### Data to examine:
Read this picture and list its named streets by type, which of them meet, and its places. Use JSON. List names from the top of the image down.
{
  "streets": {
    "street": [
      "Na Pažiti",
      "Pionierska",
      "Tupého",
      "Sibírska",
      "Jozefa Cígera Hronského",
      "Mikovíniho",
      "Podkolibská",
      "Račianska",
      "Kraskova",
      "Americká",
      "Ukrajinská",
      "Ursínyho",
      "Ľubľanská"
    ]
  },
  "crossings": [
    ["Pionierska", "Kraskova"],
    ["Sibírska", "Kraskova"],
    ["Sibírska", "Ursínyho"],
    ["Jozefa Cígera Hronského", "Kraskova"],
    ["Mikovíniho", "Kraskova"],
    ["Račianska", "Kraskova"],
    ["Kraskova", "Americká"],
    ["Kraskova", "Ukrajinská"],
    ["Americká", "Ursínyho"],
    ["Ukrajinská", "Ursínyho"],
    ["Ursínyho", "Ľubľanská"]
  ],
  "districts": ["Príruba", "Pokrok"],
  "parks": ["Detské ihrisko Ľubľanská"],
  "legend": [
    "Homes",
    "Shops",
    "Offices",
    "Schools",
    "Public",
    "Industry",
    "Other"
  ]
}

### Work order:
Look over the listing and say how many lines hold the string "Sibírska". Nothing but the number is needed.

### Written answer:
3